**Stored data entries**
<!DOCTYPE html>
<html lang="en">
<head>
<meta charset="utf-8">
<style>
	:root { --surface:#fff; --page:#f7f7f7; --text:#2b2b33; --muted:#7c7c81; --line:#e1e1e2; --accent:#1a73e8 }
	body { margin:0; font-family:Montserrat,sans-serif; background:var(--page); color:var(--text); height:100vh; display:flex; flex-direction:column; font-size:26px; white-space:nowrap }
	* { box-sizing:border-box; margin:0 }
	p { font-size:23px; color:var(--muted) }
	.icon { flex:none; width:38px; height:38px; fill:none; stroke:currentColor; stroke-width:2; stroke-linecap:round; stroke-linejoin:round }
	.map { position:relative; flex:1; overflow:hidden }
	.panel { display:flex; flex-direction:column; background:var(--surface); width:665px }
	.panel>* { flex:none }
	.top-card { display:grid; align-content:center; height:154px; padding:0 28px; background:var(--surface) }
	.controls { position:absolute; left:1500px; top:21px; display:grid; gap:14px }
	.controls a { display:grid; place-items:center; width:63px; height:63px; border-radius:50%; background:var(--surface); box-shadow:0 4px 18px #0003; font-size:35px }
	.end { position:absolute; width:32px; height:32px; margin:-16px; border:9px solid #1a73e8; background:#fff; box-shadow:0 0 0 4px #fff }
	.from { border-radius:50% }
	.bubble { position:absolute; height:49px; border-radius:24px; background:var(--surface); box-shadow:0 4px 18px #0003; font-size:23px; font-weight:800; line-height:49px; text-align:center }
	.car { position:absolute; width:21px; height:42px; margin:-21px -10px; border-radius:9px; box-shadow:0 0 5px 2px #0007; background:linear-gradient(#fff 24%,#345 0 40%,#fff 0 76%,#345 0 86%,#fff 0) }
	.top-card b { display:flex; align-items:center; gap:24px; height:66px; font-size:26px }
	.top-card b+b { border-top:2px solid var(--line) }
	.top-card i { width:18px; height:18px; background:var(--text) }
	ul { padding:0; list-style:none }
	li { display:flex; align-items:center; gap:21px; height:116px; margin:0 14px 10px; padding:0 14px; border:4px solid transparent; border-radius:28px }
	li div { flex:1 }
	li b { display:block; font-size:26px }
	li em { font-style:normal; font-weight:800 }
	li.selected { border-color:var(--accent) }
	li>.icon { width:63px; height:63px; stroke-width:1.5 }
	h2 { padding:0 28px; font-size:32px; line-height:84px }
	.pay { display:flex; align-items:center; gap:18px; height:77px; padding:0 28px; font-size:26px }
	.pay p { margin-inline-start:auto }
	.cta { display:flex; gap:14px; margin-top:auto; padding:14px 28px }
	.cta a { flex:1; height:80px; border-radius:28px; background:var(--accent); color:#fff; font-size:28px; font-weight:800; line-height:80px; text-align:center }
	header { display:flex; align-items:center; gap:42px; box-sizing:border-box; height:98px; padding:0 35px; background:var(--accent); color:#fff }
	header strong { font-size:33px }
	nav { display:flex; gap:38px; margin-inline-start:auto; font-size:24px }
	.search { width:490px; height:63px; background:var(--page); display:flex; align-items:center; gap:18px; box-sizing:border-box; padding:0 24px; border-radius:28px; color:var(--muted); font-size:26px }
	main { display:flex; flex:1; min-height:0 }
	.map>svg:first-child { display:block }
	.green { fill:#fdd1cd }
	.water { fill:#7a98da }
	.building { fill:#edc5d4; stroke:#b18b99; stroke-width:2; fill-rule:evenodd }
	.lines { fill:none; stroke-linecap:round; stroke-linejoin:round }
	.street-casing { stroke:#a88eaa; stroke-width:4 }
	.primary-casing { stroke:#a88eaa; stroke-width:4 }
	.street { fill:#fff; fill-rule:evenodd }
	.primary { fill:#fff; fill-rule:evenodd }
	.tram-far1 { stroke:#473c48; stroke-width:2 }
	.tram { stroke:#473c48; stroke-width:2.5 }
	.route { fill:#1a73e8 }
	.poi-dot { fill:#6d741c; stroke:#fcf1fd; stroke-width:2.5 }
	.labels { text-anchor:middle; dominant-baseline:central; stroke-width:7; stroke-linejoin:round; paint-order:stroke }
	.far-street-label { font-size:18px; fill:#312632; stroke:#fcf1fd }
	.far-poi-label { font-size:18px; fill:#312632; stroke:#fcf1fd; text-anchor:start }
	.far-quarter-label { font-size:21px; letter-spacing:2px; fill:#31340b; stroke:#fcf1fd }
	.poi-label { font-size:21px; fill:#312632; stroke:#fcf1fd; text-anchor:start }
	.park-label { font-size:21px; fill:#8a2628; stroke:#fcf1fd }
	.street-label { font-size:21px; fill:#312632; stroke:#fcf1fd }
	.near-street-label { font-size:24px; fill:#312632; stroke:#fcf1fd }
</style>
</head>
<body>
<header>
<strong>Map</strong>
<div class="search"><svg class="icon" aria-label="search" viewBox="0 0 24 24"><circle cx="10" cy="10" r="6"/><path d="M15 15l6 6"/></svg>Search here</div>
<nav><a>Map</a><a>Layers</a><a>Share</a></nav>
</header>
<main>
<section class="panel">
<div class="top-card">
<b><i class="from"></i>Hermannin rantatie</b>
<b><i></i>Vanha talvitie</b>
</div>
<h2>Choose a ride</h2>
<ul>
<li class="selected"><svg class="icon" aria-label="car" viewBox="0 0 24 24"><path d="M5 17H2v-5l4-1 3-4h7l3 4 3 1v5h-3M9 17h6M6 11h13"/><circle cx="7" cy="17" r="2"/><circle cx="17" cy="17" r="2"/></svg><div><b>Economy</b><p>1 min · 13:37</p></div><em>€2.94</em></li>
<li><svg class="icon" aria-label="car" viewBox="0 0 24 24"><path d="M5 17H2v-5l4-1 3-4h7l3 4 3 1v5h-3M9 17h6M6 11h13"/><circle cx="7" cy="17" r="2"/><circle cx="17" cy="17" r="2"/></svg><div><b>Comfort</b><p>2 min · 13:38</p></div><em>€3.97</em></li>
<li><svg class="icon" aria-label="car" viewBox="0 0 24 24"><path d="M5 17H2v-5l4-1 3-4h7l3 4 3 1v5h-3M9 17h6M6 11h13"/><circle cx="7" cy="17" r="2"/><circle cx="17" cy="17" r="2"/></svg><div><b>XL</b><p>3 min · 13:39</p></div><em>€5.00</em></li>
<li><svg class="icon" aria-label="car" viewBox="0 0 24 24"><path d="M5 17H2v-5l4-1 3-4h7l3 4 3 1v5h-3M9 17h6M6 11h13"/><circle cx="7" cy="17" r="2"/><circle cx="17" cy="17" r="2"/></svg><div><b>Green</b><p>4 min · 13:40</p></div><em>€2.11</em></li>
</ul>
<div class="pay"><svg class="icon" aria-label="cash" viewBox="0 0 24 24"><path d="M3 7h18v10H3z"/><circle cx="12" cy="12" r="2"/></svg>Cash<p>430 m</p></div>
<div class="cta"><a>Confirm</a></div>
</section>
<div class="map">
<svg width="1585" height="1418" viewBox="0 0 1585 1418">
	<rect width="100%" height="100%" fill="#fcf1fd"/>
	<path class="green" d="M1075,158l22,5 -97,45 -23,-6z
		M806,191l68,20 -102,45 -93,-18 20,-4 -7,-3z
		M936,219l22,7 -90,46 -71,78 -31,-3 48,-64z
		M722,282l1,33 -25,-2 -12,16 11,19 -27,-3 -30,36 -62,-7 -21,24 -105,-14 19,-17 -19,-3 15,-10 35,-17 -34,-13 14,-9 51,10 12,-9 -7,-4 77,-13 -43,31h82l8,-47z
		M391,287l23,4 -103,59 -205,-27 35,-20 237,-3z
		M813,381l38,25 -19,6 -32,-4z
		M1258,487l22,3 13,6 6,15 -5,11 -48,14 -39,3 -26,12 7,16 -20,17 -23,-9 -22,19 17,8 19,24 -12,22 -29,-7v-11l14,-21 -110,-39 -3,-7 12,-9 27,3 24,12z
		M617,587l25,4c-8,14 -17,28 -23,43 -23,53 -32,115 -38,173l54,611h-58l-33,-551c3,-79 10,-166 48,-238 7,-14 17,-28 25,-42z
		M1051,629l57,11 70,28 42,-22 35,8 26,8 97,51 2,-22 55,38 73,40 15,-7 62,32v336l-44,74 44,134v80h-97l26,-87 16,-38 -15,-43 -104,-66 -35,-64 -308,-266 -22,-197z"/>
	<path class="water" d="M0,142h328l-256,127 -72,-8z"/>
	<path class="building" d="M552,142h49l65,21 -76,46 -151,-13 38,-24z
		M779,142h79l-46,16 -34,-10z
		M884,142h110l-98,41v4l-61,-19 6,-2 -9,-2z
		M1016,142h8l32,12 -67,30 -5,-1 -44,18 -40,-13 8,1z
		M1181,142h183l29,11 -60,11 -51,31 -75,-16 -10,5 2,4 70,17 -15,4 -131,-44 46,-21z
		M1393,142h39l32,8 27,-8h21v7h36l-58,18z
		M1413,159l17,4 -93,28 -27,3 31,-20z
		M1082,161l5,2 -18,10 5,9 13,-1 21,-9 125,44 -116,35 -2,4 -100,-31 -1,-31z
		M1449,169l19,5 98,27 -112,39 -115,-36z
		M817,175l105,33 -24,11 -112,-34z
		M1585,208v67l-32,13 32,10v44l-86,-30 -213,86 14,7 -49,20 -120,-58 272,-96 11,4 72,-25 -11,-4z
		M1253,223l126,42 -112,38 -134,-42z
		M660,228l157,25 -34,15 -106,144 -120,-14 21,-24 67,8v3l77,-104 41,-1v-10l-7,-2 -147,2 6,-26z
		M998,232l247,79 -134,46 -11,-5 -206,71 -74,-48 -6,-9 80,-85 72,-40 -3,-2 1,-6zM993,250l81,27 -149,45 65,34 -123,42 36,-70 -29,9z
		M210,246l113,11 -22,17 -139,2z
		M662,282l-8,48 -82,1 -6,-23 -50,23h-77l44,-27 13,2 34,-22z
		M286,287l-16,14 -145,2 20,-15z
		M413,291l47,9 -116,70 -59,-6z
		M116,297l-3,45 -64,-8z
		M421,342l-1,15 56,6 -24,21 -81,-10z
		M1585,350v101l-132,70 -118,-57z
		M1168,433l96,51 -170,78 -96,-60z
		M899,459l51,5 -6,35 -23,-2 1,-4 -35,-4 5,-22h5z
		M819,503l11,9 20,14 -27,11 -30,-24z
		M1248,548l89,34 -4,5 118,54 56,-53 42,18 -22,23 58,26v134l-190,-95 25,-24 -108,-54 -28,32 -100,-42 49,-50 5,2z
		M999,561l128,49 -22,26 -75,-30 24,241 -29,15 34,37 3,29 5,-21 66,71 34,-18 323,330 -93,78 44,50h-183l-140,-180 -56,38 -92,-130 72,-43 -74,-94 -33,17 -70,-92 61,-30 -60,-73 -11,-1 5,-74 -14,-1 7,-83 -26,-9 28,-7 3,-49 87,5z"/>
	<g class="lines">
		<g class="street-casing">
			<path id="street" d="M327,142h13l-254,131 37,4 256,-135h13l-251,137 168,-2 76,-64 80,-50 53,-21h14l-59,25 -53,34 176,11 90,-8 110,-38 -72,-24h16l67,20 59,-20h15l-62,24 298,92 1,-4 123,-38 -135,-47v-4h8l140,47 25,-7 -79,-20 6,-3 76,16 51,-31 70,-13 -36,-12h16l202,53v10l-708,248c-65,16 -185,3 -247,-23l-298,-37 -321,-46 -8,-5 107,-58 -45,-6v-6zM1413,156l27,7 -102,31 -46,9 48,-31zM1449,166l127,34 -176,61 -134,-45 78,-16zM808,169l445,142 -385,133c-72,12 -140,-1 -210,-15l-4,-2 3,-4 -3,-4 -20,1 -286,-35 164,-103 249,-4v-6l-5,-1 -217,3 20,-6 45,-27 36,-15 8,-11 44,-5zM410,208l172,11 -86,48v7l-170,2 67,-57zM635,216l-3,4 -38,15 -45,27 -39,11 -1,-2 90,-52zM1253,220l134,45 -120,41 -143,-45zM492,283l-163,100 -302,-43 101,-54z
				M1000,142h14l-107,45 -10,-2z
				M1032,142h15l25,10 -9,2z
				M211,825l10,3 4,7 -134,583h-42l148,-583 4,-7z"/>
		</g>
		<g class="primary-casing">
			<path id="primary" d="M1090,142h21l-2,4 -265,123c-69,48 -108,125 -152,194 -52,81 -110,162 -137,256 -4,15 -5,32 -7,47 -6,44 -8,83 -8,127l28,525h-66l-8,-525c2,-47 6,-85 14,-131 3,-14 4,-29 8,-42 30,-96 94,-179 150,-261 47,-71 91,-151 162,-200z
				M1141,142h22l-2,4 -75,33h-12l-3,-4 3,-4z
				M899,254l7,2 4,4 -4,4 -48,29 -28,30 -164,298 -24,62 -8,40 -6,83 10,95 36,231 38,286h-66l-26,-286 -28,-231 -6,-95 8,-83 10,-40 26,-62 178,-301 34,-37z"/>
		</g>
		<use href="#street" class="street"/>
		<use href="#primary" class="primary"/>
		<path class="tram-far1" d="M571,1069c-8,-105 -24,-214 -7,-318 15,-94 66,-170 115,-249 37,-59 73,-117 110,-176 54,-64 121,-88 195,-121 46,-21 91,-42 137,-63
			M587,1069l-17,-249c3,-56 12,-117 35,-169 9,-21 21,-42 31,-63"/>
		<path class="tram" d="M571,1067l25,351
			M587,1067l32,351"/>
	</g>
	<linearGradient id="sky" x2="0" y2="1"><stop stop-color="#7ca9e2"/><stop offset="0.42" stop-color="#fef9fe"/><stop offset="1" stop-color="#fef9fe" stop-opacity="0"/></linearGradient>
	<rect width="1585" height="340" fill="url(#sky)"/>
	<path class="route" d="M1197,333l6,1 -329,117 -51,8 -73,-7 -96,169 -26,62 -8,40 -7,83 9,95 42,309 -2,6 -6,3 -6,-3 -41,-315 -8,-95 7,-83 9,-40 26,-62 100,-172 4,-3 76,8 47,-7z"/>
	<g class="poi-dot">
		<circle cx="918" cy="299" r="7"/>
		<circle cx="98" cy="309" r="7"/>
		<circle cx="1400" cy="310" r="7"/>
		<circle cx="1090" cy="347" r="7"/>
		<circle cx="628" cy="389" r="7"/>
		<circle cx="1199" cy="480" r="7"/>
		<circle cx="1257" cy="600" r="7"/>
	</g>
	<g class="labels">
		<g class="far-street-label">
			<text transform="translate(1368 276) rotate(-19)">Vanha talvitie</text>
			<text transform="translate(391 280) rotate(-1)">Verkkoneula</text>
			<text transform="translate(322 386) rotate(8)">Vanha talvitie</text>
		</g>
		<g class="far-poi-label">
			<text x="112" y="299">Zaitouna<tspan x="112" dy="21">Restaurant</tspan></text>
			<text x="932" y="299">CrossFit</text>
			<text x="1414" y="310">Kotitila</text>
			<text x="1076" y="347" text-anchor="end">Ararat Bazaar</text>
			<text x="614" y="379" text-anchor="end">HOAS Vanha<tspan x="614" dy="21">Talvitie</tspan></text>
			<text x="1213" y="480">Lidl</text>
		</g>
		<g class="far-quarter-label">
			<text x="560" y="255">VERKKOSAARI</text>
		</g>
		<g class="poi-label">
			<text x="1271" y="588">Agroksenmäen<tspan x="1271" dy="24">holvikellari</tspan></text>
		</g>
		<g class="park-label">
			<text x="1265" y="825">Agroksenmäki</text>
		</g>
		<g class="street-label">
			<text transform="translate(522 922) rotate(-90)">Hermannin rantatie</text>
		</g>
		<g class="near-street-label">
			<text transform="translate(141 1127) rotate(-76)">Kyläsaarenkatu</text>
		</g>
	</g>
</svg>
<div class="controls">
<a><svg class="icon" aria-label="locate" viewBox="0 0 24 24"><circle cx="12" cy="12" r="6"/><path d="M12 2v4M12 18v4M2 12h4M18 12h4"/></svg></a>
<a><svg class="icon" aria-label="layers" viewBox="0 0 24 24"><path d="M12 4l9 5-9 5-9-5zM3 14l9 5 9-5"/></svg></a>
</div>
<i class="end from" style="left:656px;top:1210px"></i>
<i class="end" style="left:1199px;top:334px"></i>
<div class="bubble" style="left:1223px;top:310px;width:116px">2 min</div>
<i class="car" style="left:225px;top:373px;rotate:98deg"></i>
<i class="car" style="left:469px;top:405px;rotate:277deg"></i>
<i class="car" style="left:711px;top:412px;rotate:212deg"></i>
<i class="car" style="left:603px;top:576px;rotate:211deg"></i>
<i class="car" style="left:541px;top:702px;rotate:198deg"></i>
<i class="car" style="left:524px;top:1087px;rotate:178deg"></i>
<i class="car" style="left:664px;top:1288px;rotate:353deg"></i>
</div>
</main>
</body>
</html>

**HOW TO COMPLETE THIS TASK**
From the very first line of the data through the line with "--surface:#fff; --page:#f7f7f7; --text:#2b2b33;" in it, please reproduce each line exactly and output nothing more.

**RESULT OF THE TASK**
<!DOCTYPE html>
<html lang="en">
<head>
<meta charset="utf-8">
<style>
	:root { --surface:#fff; --page:#f7f7f7; --text:#2b2b33; --muted:#7c7c81; --line:#e1e1e2; --accent:#1a73e8 }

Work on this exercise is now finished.